[Saved entries]
Start of Block

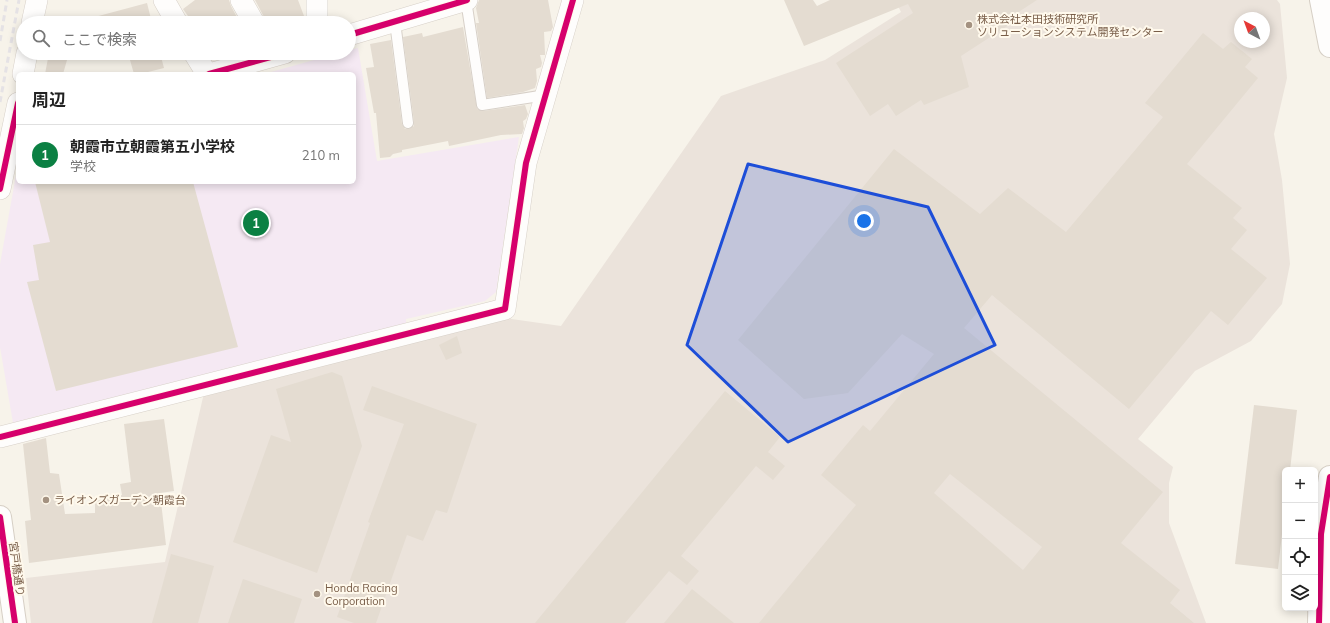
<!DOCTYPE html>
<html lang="ja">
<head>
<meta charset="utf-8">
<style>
	body { margin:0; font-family:Mulish,"Noto Sans JP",sans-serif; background:#f2f2f2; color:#222 }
	.controls { position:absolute; right:12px; bottom:12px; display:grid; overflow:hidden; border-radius:6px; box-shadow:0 2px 10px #0003 }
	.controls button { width:36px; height:36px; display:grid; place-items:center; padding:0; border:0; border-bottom:1px solid #e0e0e0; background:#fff; color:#222; font:20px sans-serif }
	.compass { position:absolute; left:1234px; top:12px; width:36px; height:36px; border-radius:50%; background:#fff; box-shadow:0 2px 10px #0003; rotate:319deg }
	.you { position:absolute; left:864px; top:221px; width:14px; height:14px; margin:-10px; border:3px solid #fff; border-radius:50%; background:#1a73e8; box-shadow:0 0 0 6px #1a73e833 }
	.badge { display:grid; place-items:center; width:26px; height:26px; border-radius:50%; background:#0b8043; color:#fff; font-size:13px; font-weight:700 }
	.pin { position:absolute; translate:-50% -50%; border:2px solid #fff; box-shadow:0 1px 4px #0006 }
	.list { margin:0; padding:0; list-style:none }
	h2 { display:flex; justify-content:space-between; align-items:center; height:52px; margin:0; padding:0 16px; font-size:17px }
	h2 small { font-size:13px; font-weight:400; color:#767676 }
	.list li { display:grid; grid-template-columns:26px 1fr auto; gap:12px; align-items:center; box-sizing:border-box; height:60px; padding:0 16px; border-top:1px solid #e0e0e0 }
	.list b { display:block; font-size:15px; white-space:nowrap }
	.list p { margin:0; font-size:13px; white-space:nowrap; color:#767676 }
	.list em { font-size:13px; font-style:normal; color:#767676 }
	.icon { flex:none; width:22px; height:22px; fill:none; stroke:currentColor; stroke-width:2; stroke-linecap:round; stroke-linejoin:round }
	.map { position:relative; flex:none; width:1330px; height:623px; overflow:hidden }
	.search { position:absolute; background:#fff; box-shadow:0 2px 10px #0003; left:16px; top:16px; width:340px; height:44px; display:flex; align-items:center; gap:10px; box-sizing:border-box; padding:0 14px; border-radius:22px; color:#767676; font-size:15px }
	.panel { position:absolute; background:#fff; box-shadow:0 2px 10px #0003; left:16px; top:72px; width:340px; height:112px; border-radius:6px }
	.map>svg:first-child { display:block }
	.industrial { fill:#ebe3db; fill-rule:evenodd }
	.education { fill:#f5e9f3 }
	.building { fill:#e4dcd1; fill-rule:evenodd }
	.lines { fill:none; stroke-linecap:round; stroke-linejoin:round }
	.lane-casing { stroke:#d7d0c8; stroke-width:12 }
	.street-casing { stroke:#d7d0c8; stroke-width:22 }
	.secondary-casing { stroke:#d6cfc5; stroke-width:24 }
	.lane { stroke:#fefdfc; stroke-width:10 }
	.street { stroke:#fefdfc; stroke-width:21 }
	.secondary { stroke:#fefdfc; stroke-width:22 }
	.rail { stroke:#e5e2e5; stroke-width:3; stroke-dasharray:6 4; stroke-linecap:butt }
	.cycleway-casing { stroke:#fff9ec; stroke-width:8 }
	.cycleway { stroke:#d6006c; stroke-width:6 }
	.marked { fill:#1d4ed8; fill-opacity:0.2; stroke:#1d4ed8; stroke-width:3; stroke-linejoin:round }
	.poi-dot { fill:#a49281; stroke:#fff9ec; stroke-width:1.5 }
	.labels { text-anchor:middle; stroke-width:4; stroke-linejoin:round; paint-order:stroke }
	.poi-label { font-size:11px; fill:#785d48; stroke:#fff9ec; text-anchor:start }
	.street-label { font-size:11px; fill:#785d48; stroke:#fff9ec }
</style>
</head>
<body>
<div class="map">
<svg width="1330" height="623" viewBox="0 0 1330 623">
	<rect width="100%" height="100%" fill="#f7f3ea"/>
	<path class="industrial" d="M895 0H1277L1280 4 1287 78 1274 134 1282 180 1290 264 1282 304 1251 341 1195 371 1138 439 1173 467 1169 483V523L1206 623H31L26 578 165 562 204 393 504 318 561 326 721 96 825 60 901 12ZM1240 18H1264V42H1240Z"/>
	<path class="education" d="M358 48 377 161 519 137 496 292 485 301 406 319V326L119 401 41 415 13 423 0 347V264L18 164V182H354V74H264L339 53H349V50Z"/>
	<path class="building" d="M195 0H229L231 6 240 23H193L183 9Z
		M255 0H298L304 16 297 18 299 23H266L264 17Z
		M479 0H548L553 27 551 31 544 32 545 53V55H540L542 63 541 67 536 69 537 81 535 88 523 92 487 98 476 23H479L476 8Z
		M784 0H813L817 6 830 0H1037L1017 13 1021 17 961 56 969 87 924 105 921 100 896 116 888 104 870 116 836 63 913 13 908 4 804 46Z
		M147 3 152 23H92L91 18Z
		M463 27 477 109 483 111 525 105 528 114 526 119 523 121 524 128 522 134 501 135 449 146 448 141 402 150V152L393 154 390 157 380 158 376 113H374L366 68 374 67 370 44 391 40 402 124 405 129H409L414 126V122L403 37 422 33 423 37Z
		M1203 33 1223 49 1231 42 1252 59 1245 67 1258 78 1187 164 1242 208 1233 218 1247 230 1231 249 1267 278 1228 325 1211 311 1129 409 992 295 964 328 1163 492 1121 543 1180 590 1170 603 1194 623H759L856 505 821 475 863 425 870 431 934 354 902 334 848 393 804 399 738 340 894 149 980 214 1008 188 1066 232 1163 117 1145 103ZM950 474 1042 547 1023 570 934 493Z
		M49 53H69L63 74H45Z
		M128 53H160L164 68 140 74H134Z
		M35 182H193L238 347 56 391 27 282 39 280 33 245 50 242Z
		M457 336 462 353 446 360 439 345Z
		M332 372 342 376 362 446 317 573 233 542 271 435 291 442 276 389Z
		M372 386 477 424 447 513 436 510 423 541 407 535 376 623H354L337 617 370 523 368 522 404 424 363 410Z
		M725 391 780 437 768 452 785 466 773 480 756 466 681 556 699 571 687 585 669 571 625 623H535Z
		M1254 405 1297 410 1290 470H1285V508L1278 569 1235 564Z
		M164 419 174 491 160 493 166 545 29 563 25 521 31 520 23 444 46 438 50 473 59 474 65 514 95 513V501L122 495 120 484 131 482 124 424Z
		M171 554 214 566 198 623H152Z
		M243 579 302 599 294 623H228Z
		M692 589 734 623H664Z"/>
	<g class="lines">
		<g class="lane-casing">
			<path id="lane" d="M466 0 482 105 546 95
				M395 22 408 123"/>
		</g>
		<g class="street-casing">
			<path id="street" d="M164 0 177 23
				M241 0 254 23
				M317 0V23
				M32 23 37 0
				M349 35 467 0
				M194 53 207 74
				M23 74 27 53
				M209 74 285 53
				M0 189 18 103
				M0 437 505 309 526 163 573 0"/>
		</g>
		<g class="secondary-casing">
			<path id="secondary" d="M1321 0 1330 46
				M0 517 15 623
				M1319 623 1321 534 1330 477"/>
		</g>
		<use href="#lane" class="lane"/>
		<use href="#street" class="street"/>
		<use href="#secondary" class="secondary"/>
		<path class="rail" d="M0 41 7 0
			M0 102 19 0"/>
		<g class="cycleway-casing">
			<path id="cycleway" d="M349 35 467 0
				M209 74 285 53
				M0 189 18 103
				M0 437 505 309 526 163 573 0
				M0 517 15 623
				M1319 623 1321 534 1330 477"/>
		</g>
		<use href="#cycleway" class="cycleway"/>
	</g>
	<path class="marked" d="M748 164 928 207 995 345 788 442 687 345Z"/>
	<g class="poi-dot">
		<circle cx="969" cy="25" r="4"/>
		<circle cx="46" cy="500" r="4"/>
		<circle cx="317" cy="594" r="4"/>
	</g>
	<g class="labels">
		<g class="poi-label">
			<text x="977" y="23">株式会社本田技術研究所<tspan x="977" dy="13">ソリューションシステム開発センター</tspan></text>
			<text x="54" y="504">ライオンズガーデン朝霞台</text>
			<text x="325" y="592">Honda Racing<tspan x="325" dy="13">Corporation</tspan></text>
		</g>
		<g class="street-label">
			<text transform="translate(17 569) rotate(82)" y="4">宮戸橋通り</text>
		</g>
	</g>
</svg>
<div class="controls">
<button>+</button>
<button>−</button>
<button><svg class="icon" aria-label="locate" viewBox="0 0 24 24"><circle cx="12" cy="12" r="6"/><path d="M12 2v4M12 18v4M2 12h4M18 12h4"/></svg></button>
<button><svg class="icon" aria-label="layers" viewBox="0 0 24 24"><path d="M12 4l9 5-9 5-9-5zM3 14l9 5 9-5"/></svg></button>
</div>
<svg class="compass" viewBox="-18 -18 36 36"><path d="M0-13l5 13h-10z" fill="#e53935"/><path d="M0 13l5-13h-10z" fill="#767676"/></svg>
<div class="you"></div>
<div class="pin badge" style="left:256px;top:223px">1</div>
<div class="search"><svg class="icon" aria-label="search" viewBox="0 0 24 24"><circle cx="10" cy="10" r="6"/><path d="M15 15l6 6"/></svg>ここで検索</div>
<section class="panel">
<h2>周辺<small></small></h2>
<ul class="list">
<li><span class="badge">1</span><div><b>朝霞市立朝霞第五小学校</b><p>学校</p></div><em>210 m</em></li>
</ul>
</section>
</div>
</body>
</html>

End of Block

DIRECTIONS
Tell how many lines in the entries contain the string "white", and give nothing beyond the number.

TASK OUTPUT
2